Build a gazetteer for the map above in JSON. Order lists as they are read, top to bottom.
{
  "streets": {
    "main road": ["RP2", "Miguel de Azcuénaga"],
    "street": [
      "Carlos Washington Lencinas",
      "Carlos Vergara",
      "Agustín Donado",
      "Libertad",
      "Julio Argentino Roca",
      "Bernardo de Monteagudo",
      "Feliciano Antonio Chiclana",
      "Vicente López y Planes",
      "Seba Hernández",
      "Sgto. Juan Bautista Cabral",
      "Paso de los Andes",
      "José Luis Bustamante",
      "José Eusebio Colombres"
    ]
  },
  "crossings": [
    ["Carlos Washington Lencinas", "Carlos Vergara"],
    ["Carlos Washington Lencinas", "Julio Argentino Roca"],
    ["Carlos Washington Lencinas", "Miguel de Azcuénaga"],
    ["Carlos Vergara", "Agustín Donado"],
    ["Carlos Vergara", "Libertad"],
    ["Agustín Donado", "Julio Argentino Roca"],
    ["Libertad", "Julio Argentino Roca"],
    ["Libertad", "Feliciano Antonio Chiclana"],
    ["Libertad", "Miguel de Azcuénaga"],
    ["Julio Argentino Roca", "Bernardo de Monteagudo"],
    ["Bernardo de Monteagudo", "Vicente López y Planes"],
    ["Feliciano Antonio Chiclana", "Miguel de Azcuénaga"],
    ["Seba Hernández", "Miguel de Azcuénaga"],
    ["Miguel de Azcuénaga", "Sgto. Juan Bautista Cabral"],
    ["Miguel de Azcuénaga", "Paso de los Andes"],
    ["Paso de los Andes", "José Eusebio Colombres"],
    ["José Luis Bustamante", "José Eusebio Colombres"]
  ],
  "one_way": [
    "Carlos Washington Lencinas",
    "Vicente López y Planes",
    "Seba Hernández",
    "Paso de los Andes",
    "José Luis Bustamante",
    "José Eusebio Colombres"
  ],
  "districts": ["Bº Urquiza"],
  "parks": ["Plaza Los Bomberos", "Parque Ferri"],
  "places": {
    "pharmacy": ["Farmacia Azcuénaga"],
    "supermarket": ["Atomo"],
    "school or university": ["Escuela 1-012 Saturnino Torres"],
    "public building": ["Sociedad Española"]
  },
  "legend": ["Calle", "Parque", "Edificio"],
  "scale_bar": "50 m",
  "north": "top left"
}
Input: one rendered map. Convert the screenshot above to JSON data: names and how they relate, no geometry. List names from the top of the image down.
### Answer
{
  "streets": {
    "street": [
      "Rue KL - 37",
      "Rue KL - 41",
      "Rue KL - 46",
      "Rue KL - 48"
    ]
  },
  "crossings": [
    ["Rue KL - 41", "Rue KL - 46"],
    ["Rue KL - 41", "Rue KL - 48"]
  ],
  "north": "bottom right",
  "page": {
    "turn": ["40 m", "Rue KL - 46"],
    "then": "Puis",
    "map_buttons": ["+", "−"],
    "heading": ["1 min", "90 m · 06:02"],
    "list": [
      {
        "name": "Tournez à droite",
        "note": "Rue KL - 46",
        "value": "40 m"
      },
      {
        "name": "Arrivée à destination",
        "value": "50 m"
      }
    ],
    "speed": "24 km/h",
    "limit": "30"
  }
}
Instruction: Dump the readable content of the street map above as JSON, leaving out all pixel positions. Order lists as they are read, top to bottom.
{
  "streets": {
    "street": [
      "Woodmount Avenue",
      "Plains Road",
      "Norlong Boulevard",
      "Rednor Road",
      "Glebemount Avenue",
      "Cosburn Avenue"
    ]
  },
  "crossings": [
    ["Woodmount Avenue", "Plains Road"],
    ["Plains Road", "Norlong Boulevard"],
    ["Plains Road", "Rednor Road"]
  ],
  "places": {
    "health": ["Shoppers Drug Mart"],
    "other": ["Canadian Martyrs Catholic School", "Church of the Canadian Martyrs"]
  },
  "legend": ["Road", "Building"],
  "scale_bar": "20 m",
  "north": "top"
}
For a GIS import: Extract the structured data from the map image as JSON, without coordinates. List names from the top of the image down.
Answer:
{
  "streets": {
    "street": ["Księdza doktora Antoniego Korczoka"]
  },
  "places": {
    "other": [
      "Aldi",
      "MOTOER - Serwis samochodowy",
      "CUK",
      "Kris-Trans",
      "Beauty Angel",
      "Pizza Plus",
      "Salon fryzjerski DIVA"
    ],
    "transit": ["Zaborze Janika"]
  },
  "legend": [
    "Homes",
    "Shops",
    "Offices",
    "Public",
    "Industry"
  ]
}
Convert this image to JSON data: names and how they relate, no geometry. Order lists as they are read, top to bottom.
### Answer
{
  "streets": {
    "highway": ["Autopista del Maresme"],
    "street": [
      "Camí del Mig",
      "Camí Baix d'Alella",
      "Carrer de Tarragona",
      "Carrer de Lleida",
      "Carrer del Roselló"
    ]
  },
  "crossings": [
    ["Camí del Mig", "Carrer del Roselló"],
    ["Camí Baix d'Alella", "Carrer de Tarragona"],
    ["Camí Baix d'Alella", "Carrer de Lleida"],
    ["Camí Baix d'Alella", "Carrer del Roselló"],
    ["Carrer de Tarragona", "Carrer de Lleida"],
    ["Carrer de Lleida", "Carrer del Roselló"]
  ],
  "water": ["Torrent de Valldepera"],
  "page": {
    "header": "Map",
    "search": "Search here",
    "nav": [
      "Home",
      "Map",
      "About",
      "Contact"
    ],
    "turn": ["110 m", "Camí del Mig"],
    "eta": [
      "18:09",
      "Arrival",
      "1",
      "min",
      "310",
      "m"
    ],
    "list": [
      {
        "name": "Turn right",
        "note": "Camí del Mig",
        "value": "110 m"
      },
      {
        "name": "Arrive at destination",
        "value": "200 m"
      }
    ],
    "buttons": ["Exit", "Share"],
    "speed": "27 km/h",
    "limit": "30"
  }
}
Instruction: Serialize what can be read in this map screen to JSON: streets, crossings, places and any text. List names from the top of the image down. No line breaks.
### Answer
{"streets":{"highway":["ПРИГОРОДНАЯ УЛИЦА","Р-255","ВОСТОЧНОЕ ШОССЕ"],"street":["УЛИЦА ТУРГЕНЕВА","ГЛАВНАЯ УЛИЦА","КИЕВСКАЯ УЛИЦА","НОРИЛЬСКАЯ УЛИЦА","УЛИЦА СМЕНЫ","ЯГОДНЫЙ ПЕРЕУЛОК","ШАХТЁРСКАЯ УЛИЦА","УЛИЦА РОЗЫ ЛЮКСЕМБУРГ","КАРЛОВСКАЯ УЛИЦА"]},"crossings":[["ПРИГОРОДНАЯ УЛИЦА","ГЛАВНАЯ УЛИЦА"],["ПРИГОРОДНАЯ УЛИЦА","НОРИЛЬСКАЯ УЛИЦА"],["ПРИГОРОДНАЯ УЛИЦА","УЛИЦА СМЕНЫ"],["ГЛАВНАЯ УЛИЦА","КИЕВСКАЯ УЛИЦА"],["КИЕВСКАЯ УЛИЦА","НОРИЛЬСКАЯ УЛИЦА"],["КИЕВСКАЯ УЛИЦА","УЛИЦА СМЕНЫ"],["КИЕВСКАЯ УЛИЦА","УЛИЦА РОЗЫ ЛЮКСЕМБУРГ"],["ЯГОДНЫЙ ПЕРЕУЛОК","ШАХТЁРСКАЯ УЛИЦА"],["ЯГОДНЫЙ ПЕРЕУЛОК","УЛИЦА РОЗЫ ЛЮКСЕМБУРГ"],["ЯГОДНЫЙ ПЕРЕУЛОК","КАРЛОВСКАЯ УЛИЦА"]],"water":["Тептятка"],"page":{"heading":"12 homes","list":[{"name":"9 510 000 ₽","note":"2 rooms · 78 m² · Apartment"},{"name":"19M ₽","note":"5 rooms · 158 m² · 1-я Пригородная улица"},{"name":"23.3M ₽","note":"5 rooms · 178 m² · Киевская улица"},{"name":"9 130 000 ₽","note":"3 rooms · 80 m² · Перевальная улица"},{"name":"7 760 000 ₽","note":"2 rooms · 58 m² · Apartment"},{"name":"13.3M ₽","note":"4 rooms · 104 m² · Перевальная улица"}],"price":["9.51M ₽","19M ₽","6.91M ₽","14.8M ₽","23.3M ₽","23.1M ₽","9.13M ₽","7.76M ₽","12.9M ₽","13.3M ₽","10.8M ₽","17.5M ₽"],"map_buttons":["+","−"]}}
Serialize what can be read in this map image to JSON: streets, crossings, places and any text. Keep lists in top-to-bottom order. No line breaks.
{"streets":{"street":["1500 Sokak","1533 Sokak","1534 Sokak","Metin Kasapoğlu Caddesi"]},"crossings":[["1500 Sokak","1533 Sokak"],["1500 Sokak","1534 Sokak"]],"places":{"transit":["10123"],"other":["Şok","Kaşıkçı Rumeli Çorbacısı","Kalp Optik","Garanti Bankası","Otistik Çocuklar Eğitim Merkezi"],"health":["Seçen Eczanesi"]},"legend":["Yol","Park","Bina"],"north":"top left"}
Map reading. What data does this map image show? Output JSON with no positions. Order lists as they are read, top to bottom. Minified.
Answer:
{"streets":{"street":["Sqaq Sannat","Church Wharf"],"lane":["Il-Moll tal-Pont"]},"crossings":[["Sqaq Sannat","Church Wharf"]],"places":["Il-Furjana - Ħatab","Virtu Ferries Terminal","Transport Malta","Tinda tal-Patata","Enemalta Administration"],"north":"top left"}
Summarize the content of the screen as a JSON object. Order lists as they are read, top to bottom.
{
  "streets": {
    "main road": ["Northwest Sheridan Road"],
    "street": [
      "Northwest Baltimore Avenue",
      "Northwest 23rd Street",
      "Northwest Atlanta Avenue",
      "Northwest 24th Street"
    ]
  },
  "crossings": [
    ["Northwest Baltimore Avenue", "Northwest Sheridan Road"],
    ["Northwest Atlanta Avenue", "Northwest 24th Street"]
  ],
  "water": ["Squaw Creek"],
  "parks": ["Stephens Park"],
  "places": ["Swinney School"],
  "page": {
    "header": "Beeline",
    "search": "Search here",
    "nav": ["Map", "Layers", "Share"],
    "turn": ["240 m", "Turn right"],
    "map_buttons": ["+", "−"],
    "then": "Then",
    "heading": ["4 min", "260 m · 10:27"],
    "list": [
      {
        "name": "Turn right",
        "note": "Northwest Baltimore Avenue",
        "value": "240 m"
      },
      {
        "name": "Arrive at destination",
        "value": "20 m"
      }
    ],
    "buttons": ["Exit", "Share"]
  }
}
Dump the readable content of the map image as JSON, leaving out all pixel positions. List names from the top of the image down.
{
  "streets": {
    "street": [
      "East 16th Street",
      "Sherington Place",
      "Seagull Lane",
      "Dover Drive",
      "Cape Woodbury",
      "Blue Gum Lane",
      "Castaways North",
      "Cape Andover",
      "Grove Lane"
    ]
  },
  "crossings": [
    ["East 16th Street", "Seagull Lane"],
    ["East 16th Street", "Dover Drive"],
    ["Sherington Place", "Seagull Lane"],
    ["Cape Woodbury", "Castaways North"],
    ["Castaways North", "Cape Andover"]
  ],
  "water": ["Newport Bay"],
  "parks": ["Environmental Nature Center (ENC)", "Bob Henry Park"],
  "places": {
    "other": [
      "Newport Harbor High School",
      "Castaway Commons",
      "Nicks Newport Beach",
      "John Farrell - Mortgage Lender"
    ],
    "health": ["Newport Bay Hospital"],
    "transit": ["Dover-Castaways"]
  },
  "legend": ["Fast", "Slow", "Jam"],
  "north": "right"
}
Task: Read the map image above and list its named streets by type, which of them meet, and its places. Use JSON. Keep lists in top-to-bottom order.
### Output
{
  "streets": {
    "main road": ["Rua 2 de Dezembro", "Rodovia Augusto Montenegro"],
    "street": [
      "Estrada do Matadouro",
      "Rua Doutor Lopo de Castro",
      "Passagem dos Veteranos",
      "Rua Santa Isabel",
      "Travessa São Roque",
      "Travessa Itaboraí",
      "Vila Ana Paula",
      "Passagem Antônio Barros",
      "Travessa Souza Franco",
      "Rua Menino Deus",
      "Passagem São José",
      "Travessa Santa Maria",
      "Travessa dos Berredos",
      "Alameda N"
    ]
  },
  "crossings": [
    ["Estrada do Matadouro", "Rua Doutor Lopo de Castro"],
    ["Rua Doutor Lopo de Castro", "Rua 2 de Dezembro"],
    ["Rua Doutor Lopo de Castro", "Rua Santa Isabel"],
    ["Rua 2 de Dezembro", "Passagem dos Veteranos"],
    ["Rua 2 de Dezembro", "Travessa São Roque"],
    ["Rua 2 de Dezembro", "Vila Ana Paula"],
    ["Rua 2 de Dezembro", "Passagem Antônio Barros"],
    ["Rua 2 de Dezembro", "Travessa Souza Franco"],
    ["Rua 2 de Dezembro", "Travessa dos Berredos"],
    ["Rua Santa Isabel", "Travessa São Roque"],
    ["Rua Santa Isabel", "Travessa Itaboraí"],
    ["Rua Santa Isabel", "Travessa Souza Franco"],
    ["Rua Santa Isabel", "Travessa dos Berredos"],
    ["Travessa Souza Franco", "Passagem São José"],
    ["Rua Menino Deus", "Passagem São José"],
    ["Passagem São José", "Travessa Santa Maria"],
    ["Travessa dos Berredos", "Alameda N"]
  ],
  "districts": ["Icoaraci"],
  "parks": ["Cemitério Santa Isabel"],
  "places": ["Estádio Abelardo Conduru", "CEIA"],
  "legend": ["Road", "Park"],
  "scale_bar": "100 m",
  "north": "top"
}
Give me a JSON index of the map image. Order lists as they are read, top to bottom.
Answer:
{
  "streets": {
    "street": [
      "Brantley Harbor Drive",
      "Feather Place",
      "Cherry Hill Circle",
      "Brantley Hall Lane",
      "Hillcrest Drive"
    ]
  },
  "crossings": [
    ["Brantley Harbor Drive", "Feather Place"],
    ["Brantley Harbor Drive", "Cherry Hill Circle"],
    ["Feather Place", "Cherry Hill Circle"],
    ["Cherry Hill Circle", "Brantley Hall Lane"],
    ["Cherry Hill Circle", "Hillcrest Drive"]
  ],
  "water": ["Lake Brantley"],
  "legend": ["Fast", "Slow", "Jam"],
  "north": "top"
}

**Task to complete**
Looking at each line of the records, count the ones where the word "Cabral" appears, and report only the count.

**Exercise answer**
2